Could the narrowing be temporary?

Whether this trend persists may depend on how the next generation of AI tools is built and deployed across scientific workflows.

In a paper published last month, Bowen Zhou and his colleagues at the Shanghai Artificial Intelligence Laboratory in China argued that the application of AI in science remains fragmented, with data, computation, and hypothesis-generation tools often deployed in a siloed and task-specific fashion, limiting knowledge transfer and blunting transformative discovery. But when those elements are integrated, AI-for-science systems help expand scientific discovery, says Zhou, a machine-learning researcher who previously served as chief scientist of the IBM Watson Group.

Perhaps, says Evans.
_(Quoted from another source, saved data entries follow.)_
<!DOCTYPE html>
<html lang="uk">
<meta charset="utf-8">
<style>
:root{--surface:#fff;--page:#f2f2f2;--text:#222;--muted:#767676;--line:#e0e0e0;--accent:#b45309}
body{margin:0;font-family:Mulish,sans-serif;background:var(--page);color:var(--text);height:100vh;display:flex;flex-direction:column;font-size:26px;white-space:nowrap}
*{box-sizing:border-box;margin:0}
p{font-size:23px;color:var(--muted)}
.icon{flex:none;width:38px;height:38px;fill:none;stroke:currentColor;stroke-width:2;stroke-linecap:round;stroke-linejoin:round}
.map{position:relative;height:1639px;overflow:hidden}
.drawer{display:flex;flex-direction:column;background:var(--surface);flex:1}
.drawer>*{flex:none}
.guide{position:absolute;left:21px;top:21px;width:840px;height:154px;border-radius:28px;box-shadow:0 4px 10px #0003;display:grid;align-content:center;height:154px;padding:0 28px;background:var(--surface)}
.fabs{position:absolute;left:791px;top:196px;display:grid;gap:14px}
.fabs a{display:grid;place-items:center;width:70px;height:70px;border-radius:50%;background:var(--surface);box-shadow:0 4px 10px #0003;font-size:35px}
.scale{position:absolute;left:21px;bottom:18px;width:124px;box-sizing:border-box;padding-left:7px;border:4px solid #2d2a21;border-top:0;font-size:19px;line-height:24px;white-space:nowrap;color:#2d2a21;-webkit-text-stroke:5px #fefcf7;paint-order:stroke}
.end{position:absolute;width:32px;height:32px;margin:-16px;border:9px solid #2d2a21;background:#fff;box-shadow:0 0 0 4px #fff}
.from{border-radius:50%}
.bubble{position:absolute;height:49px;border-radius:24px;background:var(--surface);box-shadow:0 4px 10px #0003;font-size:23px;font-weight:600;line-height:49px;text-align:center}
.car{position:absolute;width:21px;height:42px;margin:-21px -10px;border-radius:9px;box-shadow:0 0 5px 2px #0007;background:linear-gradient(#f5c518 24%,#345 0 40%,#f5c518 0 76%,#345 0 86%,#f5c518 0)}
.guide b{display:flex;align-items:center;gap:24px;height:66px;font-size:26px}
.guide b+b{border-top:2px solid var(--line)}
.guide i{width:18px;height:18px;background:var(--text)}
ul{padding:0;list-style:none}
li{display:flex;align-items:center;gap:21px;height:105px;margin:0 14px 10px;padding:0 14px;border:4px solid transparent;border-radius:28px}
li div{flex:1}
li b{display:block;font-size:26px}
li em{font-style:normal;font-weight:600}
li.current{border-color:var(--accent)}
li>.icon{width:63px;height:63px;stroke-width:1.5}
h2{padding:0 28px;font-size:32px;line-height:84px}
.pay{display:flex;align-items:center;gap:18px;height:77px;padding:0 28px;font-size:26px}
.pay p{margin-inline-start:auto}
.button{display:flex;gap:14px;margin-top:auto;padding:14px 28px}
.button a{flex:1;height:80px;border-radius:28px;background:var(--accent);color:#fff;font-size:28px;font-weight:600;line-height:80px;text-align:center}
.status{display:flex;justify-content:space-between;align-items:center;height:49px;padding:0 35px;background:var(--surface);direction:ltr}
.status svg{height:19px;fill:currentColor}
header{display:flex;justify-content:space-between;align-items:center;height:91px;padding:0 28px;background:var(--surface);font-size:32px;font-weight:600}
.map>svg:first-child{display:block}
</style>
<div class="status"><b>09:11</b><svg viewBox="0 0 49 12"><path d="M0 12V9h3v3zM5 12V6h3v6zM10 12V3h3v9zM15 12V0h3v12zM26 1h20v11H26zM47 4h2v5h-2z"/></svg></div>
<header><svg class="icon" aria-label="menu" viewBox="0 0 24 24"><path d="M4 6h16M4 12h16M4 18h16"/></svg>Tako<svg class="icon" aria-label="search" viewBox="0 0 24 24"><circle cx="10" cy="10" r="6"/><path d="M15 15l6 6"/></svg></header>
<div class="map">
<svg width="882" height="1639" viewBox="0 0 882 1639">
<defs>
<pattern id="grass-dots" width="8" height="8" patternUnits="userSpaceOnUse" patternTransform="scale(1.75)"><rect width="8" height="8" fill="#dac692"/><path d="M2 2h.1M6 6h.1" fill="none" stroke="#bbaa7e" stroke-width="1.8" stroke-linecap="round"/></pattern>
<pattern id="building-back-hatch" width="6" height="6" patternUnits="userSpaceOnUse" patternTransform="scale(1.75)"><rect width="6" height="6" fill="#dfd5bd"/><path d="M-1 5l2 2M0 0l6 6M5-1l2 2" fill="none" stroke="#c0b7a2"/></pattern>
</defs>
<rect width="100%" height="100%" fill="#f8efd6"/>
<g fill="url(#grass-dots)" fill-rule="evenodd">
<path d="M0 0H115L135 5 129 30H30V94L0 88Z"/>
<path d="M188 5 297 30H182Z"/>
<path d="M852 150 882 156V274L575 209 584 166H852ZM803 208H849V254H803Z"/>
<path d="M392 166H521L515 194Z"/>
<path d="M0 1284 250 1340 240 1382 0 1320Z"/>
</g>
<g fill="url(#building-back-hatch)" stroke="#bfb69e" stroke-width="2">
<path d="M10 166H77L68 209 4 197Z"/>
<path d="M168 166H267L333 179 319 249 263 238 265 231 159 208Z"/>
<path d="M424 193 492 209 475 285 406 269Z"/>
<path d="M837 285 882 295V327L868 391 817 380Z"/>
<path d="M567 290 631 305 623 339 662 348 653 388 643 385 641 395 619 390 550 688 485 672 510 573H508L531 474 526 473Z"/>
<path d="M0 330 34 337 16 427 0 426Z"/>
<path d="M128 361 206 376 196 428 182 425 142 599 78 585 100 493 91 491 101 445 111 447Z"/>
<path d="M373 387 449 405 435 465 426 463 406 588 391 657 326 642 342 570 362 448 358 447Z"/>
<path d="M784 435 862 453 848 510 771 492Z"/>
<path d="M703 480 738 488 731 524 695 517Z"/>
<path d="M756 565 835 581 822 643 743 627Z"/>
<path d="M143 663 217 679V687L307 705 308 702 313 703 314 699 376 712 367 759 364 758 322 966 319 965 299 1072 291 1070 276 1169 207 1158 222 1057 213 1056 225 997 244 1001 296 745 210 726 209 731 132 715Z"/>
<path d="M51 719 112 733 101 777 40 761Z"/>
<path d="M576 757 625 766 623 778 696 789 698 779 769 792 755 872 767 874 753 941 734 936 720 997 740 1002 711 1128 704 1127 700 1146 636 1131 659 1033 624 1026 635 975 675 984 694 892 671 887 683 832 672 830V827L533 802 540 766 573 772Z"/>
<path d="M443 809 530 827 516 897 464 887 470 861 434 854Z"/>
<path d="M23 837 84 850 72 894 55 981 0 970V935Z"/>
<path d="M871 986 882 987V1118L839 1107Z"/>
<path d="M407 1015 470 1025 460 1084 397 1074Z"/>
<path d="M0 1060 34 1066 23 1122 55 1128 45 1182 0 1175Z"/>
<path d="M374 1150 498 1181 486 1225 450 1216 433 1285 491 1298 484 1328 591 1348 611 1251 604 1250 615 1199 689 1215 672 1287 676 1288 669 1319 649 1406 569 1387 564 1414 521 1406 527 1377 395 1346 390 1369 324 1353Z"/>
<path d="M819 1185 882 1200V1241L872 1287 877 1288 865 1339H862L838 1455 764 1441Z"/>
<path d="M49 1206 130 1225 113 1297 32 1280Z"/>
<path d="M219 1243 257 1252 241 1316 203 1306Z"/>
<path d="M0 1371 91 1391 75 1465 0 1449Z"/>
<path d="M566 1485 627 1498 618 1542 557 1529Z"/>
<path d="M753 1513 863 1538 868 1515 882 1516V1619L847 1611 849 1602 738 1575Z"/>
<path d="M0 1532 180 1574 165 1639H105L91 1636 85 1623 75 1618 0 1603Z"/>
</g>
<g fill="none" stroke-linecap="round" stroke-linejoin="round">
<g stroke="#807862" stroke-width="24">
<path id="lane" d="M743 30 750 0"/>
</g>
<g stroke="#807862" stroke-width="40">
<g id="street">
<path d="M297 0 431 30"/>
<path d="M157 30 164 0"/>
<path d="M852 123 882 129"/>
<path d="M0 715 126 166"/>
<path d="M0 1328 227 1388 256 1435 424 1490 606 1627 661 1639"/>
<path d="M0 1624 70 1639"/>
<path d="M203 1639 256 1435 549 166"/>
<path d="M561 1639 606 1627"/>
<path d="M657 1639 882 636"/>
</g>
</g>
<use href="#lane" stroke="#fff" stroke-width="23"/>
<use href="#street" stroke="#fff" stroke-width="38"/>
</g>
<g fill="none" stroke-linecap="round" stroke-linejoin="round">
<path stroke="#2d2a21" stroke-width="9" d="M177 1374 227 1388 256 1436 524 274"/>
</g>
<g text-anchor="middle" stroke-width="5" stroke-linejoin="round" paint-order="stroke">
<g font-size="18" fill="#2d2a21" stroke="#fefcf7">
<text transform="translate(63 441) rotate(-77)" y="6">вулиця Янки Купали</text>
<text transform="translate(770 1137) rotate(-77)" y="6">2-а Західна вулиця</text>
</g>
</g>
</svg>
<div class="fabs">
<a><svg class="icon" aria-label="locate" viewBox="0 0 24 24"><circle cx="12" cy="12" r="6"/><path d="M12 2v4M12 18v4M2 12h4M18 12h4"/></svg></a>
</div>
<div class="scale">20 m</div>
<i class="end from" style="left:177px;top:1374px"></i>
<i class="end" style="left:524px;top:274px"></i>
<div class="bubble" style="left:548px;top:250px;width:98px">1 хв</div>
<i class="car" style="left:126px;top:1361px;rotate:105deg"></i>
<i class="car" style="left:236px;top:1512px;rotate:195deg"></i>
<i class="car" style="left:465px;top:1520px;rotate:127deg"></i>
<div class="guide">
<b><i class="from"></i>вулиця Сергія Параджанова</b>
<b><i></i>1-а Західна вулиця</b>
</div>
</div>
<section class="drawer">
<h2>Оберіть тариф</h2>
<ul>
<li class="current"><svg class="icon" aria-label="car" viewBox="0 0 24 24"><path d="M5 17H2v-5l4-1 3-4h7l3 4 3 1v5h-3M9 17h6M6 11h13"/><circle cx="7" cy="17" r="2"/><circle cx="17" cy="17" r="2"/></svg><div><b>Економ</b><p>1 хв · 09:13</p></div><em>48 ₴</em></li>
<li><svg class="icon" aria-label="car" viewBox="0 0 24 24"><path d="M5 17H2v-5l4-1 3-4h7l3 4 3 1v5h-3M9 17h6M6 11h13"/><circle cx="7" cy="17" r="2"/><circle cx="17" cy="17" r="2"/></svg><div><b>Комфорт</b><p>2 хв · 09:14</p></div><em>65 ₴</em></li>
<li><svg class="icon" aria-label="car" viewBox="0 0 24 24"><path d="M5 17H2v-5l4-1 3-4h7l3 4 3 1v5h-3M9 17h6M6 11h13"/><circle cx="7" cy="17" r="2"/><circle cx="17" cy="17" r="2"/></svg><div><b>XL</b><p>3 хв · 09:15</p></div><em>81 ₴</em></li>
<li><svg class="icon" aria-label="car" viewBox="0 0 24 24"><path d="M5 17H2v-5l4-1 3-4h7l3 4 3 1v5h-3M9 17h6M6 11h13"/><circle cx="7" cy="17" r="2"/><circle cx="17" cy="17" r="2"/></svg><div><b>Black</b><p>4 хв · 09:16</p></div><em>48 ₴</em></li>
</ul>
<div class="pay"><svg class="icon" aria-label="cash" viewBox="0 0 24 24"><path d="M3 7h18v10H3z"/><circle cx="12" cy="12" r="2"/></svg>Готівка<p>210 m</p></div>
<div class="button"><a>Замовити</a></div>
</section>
But he doesn’t think that the problem is baked into the algorithmic design of AI. More than technical integration, he argues, what may matter most is overhauling the reward structures that shape what scientists choose to work on in the first place.

“It’s not about the architecture per se,” Evans says. “It’s about the incentives.”

Now, says Evans, the challenge is to deliberately redirect how AI is used and rewarded in science: “In some sense, we haven’t fundamentally invested in the real value proposition of AI for science, which is asking what it might allow us to do that we haven’t done before.”

“I’m an AI optimist,” he adds. “My hope is that this [paper] will be a provocation to using AI in different ways”—ways that expand the kinds of questions scientists are willing to pursue, rather than simply accelerating work on the most tractable ones. “This is the grand challenge if we want to be growing new fields.”

This article appears in the March 2026 print issue as “AI Helps Scientists but Hurts Science.”